Photo credit: BeatrixBaker

Which artists inspire you? Do you have any artistic idols or role models?

I really admire the work of the jeweller Lina Peterson, especially in her use of unusual materials. Her work combines colour and texture in a very interesting way and I enjoy the playful aspect of her designs. Charlie Whinney, the artist I’m currently working with, also inspires me. His practice of steam bending wood has been influential to my work and I respect his ability to experiment with the technique. I also like the flexibility with which he moves between projects, dramatically varying the object or the scale he is working on. For example, we are currently constructing a classroom from fibreglass and wood.

When did you realise you wanted to pursue a career in art?

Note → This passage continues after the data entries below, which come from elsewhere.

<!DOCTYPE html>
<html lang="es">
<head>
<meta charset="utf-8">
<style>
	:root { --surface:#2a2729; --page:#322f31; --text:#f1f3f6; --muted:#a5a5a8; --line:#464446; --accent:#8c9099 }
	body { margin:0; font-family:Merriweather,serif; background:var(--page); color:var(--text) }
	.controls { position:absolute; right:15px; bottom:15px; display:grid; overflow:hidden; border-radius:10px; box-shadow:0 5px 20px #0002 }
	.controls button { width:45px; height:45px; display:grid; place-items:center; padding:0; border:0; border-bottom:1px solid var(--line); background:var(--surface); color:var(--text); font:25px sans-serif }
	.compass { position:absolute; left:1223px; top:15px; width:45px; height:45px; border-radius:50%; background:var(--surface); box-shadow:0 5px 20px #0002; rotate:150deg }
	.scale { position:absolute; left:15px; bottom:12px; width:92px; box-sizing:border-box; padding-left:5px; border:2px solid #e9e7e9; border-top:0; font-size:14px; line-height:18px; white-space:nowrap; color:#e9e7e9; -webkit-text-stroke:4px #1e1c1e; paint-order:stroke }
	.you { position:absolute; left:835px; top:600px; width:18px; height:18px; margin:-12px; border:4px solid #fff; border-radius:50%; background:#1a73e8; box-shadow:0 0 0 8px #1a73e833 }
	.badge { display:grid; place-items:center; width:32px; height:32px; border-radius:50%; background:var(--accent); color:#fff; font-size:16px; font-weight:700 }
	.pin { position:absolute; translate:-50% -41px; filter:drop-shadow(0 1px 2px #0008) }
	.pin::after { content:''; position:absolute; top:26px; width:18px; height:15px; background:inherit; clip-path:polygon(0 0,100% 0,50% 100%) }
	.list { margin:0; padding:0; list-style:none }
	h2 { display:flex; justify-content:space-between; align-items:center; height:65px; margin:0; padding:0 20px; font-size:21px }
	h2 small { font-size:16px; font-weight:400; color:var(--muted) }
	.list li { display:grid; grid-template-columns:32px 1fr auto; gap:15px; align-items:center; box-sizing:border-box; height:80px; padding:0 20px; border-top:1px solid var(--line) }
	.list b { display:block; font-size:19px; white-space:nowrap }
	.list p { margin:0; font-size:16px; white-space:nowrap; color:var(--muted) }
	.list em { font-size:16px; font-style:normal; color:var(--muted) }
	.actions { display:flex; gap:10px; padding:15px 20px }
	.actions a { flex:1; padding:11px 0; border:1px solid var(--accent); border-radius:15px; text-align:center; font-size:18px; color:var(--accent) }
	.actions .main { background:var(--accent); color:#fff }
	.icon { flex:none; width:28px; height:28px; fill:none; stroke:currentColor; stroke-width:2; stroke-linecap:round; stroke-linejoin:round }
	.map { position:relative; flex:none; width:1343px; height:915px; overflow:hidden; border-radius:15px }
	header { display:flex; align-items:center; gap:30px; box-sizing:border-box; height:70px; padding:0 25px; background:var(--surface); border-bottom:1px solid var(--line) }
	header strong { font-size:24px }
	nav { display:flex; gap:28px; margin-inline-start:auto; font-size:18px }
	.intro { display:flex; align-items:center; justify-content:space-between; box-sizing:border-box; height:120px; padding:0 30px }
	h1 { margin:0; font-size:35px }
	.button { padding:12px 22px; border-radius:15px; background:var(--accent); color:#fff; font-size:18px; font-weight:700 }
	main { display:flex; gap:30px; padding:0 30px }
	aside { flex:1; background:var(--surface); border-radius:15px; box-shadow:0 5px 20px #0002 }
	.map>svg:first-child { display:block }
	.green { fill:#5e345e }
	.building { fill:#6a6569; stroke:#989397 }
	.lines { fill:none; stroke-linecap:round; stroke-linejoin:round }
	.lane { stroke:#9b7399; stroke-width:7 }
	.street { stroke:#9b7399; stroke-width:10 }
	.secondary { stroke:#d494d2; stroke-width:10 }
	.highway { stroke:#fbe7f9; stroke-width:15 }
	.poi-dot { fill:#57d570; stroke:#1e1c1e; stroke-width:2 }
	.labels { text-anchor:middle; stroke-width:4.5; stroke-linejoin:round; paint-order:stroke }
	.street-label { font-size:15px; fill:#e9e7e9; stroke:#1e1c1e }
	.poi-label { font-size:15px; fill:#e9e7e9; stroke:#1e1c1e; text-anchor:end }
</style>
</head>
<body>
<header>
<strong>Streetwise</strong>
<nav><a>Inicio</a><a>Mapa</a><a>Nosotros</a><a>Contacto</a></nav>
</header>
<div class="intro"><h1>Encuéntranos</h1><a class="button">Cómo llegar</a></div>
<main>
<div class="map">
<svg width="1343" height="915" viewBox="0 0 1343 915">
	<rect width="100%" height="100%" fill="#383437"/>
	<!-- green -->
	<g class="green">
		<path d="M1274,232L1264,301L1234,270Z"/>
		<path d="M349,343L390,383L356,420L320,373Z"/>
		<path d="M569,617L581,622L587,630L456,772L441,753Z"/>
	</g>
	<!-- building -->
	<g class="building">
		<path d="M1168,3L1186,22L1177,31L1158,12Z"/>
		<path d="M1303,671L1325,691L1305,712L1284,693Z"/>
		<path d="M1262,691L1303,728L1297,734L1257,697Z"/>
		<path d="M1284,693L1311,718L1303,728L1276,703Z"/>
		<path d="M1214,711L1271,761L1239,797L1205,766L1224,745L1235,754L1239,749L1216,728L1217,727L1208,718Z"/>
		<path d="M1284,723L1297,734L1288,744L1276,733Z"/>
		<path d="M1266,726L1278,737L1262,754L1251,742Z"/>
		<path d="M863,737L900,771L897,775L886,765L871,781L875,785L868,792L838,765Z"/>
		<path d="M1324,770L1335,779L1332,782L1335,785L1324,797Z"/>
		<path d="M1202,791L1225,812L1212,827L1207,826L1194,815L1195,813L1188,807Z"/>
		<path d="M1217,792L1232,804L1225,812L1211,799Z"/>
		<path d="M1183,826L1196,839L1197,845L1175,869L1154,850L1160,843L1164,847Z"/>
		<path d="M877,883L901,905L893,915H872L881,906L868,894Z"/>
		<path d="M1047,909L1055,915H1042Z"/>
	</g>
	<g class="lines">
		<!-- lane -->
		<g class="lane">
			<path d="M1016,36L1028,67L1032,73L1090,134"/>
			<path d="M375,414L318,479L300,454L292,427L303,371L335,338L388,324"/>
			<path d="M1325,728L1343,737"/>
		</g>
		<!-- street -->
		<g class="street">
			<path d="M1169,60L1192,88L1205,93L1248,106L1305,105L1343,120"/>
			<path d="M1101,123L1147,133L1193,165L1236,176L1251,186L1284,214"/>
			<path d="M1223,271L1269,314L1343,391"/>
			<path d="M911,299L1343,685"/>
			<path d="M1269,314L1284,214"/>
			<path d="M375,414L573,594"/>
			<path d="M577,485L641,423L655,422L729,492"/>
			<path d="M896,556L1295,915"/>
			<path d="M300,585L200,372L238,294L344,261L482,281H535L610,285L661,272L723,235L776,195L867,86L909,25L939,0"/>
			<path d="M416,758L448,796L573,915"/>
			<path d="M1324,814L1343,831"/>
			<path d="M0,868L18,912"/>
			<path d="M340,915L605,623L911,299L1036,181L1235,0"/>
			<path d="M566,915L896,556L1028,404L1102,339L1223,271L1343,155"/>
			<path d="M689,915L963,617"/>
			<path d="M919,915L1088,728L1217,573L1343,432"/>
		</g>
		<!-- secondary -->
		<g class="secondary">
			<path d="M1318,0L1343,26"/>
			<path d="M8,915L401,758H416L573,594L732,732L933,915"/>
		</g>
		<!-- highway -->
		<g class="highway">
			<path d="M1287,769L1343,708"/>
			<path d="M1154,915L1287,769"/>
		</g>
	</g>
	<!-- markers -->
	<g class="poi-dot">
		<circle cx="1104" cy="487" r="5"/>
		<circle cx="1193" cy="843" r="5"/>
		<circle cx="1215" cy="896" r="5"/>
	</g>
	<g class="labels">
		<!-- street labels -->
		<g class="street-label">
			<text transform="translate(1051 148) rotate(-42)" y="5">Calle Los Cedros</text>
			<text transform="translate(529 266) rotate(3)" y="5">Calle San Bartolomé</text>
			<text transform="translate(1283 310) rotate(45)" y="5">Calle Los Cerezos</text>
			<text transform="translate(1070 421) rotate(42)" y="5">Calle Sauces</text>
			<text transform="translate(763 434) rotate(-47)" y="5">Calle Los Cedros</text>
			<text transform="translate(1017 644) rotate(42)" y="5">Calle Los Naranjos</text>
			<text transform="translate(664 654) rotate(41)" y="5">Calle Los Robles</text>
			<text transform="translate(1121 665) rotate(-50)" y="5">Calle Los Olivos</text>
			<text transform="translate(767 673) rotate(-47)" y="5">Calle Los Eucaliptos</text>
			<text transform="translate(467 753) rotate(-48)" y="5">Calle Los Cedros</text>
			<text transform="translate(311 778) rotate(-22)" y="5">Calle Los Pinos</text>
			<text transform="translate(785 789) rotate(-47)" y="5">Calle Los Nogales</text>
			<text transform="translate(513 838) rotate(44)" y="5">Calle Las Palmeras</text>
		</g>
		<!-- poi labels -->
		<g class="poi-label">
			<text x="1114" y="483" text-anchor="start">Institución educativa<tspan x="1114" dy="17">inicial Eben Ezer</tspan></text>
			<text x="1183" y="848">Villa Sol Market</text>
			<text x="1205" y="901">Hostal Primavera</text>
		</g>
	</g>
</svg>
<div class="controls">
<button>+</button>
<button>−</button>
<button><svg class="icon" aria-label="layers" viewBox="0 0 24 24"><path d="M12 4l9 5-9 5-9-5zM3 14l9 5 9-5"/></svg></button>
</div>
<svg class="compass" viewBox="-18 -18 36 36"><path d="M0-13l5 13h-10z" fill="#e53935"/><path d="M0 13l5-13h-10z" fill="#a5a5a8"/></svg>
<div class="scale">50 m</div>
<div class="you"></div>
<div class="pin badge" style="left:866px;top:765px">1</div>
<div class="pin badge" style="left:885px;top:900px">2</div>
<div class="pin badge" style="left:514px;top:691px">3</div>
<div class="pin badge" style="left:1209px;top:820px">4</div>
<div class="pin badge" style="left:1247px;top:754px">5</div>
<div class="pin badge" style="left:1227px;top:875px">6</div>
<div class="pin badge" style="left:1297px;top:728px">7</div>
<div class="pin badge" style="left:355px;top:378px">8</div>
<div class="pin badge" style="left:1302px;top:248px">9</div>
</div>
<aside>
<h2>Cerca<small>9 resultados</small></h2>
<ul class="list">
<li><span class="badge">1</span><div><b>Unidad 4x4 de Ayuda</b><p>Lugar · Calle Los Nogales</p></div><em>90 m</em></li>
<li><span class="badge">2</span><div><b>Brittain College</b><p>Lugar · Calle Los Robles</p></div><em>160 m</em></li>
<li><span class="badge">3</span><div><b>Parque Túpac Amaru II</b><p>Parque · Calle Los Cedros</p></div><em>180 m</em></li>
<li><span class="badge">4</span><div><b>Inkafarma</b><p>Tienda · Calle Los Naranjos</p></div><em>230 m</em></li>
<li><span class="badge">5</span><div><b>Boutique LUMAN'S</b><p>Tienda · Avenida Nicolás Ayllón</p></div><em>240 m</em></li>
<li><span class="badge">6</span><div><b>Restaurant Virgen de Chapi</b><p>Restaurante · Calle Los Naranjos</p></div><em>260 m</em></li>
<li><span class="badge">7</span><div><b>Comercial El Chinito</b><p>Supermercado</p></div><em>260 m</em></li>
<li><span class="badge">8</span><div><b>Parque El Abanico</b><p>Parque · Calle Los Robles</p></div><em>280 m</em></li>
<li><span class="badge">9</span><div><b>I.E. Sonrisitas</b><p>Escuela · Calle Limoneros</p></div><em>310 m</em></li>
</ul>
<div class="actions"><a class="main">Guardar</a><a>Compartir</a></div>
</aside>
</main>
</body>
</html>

I’m not sure but I think I’ve always hoped to. Studying contemporary crafts at university really opened up opportunities for me. I came to believe that making things is a valuable way to spend your time and was something I wanted to do. In order to pursue this it was necessary for making things to become my career so I that I wouldn’t be distracted by another job.

Beatrix Baker 3 Beatrix Baker 4

You’ve been involved in some big projects lately, helping in the design of window displays for Harvey Nichols and designing a bridge with other young artists; what has been the most rewarding experience of your career so far?

Recently I was asked to design a boat structure of the Open West exhibition at the Wilson Gallery in Cheltenham. I was working on a tight time scale and it was an ambitious design but after many setbacks I felt proud to have managed to pull it off! I had hired a van to drive my piece down; however, I realised the morning of the show I was not legally allowed to drive it! I feared I had fallen at the final hurdle but luckily my housemate gallantly agreed to drive me the 6 hours there and back to deliver it!

What projects are you working on at the moment? and where would you like to see your work going in the future?

My most recent project was the Cheltenham boat structure, but I have also been experimenting with oak. When the wood is painted with steel solution it reacts to turn black and I’m interested to explore further how this effect can be used. I have been using the steam-bending technique to create hand mirrors, and I hope to begin experimenting creating these using a black tactile wood. In the future I would ideally like my work to have two sides – a small range of products to be sold in boutique shops as well as more ambitious, large scale sculptures for galleries or public spaces.

Finally, what advice would you give to aspiring artists or makers?

Hmm, that’s a tricky one. My main advice would be to create things you like. Go with your instincts and don’t be put off or give up because of the hurdles that stand in the way of exploring and creating things you love.